In our bi-weekly "Reflections of a Master Teacher" series, YogaCity NYC interviews living legends. This week, Kathleen Kraft talks to Amy Matthews who has been teaching movement since 1994.

Amy Matthews

Body-Mind Centering teacher, and an Infant Developmental Movement Educator, Matthews’s name is synonymous with movement teaching in New York City. She has taught embodied anatomy workshops all over the world.

When asked about the process of studying with Matthews, long-time student and Alexander Technique teacher, Judith Feldman said, “After her classes, I feel mysteriously enlightened. Later, I see changes in my body, my relationship to self and to my movements through space. Amy's classes have helped me make discoveries and play with alterations, and have given me new choices in perception.”

Kathleen Kraft: What does your yoga practice look like every day?

Amy Matthews: Ideally, every day includes some movement time on my (sometimes imaginary) mat—I love when it’s an hour or so, but some days it’s 10 minutes. Whether I get on my mat or not, I spend time every day settling into my spine and my bones in general, for the sense of stillness I find there, and an inkling of presence.

I try most days to also take an asana class at various studios in the city. For me, it’s interesting to observe what only happens when I’m in my own practice, and what only happens when I’m in someone else’s class (on all kinds of psychophysical levels). Part of my yoga practice is teaching, and I learn yet more about individuality, interdependence, and context in that experience.

I am also very lucky to have conversations almost every day with friends and fellow teachers (of dance, yoga, and Body-Mind Centering). These conversations are part of my yoga practice—of course every conversation is, in its way. But these conversations touch on things that I care so deeply about that I am constantly engaged in understanding more clearly what I want to say and how I want to be in the world.

KK: What are the most important qualities of the student/teacher relationship?

AM: There are probably many deeply "true" answers to this question, and those many answers all intersect somewhere. For me, these days, I’m very interested in the qualities of listening, witnessing, and presence that a teacher can offer a student, and that a student can offer herself.

I’ve been working with infants since 2008, and they have taught me a tremendous amount about how to balance the value of words and information with presence and timing—an infant doesn't care if I know a lot of random facts or can say fancy words. The infant responds when I am present and engaged and in relationship. Working with them has shown me that all the stuff I know isn't the most important thing I can offer.

KK: Which yoga sutra guides you?

AM: These days, it’s 1.7: pratyakasha anumana agamah pramanani.
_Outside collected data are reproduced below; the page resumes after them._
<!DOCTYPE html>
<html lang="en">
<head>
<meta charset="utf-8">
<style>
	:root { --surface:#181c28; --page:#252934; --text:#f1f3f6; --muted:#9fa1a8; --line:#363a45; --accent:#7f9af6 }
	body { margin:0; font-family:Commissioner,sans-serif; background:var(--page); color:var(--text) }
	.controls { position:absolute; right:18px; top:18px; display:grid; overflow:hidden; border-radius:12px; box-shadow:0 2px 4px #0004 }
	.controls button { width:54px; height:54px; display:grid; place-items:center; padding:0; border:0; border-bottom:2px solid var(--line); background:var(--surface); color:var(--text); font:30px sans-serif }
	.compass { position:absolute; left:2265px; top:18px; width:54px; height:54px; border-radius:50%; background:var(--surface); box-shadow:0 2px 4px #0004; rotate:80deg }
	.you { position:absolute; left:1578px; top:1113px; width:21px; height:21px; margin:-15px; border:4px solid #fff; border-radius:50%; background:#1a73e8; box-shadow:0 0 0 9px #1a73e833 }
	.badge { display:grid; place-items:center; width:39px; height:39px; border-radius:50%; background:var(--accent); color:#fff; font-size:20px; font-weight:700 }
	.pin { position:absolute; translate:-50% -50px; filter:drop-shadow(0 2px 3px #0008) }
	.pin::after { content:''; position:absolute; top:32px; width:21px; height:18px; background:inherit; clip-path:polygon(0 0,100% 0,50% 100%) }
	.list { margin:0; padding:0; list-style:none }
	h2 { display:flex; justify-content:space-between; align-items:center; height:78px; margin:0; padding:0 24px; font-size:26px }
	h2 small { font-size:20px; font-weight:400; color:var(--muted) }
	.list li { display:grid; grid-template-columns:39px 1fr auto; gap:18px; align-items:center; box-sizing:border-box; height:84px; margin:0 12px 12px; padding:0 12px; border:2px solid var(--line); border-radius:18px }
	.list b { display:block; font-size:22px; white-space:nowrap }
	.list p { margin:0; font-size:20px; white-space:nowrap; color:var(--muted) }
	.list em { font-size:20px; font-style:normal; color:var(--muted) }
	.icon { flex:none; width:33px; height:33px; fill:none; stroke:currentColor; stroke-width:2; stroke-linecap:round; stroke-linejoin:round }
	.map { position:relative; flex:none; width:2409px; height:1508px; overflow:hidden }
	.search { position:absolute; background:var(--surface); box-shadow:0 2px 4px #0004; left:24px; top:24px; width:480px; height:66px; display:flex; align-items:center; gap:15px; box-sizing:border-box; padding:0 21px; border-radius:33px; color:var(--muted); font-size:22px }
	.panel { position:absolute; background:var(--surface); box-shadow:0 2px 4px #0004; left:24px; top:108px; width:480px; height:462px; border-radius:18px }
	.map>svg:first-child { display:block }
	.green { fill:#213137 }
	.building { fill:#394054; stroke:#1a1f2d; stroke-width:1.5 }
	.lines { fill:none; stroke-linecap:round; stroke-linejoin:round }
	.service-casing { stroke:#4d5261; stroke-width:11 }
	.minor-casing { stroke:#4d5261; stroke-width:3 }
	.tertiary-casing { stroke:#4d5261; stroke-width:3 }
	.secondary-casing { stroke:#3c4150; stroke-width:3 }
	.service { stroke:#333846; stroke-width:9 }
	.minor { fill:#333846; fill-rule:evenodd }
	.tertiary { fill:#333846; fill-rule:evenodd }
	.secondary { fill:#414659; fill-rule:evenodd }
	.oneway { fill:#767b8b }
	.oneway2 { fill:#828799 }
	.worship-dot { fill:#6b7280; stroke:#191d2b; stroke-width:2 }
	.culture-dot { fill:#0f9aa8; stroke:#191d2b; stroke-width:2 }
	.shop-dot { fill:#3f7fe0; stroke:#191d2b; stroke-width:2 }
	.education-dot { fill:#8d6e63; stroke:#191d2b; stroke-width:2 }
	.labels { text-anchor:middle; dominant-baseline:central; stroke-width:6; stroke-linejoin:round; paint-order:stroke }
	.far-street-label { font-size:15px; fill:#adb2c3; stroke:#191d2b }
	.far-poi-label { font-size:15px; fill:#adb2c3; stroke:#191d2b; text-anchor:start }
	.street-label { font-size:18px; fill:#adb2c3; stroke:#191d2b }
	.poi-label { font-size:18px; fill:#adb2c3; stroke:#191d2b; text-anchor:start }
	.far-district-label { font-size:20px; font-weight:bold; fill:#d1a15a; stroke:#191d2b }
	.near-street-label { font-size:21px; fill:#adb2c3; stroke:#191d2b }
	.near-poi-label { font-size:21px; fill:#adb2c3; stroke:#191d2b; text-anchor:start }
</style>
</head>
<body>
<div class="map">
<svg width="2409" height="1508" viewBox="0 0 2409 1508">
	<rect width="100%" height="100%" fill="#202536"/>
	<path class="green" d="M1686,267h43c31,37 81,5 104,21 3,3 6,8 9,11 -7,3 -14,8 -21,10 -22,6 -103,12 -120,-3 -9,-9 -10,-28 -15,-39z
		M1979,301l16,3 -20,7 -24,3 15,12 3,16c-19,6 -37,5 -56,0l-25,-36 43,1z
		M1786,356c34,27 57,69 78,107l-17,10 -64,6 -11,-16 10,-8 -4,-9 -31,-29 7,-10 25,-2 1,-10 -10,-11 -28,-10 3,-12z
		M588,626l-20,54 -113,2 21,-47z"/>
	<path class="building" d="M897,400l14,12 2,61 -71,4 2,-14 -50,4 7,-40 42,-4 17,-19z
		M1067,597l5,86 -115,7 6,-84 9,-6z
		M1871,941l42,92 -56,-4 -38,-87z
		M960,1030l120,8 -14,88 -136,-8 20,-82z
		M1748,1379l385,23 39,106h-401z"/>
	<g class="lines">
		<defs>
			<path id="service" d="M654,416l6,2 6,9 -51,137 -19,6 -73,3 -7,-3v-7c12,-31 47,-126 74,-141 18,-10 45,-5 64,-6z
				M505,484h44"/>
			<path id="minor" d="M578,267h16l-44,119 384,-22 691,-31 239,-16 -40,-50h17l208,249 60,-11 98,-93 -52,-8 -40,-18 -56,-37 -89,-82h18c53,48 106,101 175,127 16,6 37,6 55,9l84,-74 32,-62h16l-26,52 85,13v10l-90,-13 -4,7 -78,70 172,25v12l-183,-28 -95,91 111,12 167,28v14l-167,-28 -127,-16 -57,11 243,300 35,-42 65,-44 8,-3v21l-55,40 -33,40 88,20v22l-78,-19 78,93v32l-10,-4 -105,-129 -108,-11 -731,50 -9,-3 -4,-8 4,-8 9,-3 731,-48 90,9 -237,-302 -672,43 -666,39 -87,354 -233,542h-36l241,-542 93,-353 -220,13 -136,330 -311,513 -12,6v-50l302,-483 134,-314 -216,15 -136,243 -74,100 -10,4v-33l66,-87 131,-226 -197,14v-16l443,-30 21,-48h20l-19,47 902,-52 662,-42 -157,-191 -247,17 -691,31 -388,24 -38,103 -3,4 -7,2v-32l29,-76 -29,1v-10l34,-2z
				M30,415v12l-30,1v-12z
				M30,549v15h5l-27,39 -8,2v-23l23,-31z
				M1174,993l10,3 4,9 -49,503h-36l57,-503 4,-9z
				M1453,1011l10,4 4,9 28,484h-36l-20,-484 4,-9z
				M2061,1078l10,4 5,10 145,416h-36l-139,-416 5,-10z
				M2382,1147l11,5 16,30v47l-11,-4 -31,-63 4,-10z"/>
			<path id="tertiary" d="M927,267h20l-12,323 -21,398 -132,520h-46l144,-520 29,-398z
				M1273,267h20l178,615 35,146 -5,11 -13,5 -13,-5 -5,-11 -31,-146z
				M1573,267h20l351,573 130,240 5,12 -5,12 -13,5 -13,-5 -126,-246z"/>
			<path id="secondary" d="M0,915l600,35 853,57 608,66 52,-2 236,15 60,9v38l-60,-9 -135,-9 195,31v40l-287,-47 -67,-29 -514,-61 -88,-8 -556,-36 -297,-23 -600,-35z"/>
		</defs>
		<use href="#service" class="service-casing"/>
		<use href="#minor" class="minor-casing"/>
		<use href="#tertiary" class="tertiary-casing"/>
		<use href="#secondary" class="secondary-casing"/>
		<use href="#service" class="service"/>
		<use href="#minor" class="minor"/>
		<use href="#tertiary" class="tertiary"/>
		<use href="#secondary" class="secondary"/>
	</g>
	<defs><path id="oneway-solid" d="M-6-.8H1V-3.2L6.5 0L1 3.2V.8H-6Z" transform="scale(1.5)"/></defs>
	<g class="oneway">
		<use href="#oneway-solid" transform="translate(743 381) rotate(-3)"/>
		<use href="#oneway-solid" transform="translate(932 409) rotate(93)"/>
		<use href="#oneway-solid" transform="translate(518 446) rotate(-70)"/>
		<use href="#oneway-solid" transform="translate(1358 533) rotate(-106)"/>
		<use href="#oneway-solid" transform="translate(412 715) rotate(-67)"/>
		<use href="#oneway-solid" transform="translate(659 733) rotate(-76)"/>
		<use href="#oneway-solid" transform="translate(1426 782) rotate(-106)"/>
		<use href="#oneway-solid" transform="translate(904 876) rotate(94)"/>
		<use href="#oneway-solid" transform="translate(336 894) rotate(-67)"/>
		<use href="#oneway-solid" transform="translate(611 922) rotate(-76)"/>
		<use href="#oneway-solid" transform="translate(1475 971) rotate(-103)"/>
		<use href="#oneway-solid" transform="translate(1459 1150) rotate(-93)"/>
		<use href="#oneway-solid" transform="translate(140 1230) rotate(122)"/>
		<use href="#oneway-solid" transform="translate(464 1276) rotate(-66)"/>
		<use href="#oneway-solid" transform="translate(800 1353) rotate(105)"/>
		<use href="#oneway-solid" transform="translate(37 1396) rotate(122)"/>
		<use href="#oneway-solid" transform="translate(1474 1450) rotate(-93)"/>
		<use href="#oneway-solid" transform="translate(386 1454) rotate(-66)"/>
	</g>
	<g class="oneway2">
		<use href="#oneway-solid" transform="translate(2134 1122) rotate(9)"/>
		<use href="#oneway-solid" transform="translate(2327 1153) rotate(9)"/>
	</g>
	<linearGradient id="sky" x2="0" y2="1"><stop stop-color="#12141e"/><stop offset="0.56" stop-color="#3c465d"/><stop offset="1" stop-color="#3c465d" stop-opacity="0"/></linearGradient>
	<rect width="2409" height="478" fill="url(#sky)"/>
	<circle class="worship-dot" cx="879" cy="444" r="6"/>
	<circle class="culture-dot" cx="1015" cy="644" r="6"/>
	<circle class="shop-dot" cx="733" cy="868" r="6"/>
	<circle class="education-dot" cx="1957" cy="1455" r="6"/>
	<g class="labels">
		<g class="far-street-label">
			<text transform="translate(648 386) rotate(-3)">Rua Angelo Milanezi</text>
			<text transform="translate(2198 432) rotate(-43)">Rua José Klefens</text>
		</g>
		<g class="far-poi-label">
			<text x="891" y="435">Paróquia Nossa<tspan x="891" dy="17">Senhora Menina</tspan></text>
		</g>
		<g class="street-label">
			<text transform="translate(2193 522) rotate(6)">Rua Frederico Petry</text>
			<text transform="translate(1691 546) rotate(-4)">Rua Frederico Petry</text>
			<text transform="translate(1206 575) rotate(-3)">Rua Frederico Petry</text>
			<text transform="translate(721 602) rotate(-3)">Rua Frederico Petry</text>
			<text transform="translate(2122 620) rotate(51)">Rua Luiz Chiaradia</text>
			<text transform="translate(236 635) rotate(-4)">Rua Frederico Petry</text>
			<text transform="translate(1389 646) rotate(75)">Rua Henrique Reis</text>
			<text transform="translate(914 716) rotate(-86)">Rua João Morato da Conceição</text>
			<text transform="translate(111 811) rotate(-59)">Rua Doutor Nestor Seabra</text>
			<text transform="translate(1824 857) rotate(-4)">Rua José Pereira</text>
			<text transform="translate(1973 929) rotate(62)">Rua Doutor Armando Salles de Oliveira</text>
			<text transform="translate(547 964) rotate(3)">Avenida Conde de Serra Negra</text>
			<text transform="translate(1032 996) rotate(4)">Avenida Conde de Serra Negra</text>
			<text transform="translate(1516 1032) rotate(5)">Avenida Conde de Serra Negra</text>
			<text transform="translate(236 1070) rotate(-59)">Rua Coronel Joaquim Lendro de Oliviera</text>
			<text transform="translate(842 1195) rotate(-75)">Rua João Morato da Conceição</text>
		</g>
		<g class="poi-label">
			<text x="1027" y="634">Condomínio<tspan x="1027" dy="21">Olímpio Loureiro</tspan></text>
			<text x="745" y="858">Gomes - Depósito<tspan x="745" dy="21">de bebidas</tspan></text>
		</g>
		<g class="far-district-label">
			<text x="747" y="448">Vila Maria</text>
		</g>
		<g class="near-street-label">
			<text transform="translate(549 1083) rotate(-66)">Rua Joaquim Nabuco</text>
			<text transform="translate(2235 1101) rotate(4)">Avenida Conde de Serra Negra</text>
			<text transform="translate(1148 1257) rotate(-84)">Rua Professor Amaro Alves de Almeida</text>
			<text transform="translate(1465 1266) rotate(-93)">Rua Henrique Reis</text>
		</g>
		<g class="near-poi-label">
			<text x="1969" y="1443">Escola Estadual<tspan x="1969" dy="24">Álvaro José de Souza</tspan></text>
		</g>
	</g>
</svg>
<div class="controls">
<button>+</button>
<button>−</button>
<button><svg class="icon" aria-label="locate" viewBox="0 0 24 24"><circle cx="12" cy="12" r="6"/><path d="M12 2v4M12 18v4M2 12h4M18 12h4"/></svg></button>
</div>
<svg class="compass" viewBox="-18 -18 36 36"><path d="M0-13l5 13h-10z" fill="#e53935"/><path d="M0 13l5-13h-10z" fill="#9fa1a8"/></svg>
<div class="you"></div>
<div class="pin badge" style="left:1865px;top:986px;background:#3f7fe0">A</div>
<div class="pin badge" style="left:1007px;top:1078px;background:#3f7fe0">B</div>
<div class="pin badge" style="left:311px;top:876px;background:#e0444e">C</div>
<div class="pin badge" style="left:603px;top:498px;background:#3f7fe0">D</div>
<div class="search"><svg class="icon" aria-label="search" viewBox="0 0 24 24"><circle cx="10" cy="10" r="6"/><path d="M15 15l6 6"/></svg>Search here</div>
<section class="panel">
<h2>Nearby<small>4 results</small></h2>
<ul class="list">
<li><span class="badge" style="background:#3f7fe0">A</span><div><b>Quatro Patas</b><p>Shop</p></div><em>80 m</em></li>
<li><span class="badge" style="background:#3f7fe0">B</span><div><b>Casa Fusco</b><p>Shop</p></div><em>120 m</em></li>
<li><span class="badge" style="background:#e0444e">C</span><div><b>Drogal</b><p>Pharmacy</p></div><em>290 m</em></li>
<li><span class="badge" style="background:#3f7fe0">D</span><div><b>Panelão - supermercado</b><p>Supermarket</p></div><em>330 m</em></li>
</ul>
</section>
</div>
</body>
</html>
Translated as something like "accurate knowledge" arises from three sources: 1. Direct perception or experience. 2. Inference or deduction., and 3. Outside authority, legacy, reliable sources. I believe direct experience is undervalued in the process of learning. As students, we let what we are "supposed to be feeling" override what our own experience is. For me, this is deeply problematic and a profound flaw in the model of teaching currently in play in all kinds of educational settings, from school classrooms to yoga studios.

Sometimes our direct experience definitely needs to be balanced out or expanded on by the information that comes from deduction, outside observation, existing theories, past experiences, etc. But these sources of knowledge should not erase the direct experience. Can we instead find where experience, deduction, and reliable sources intersect? I believe that is where learning is most possible.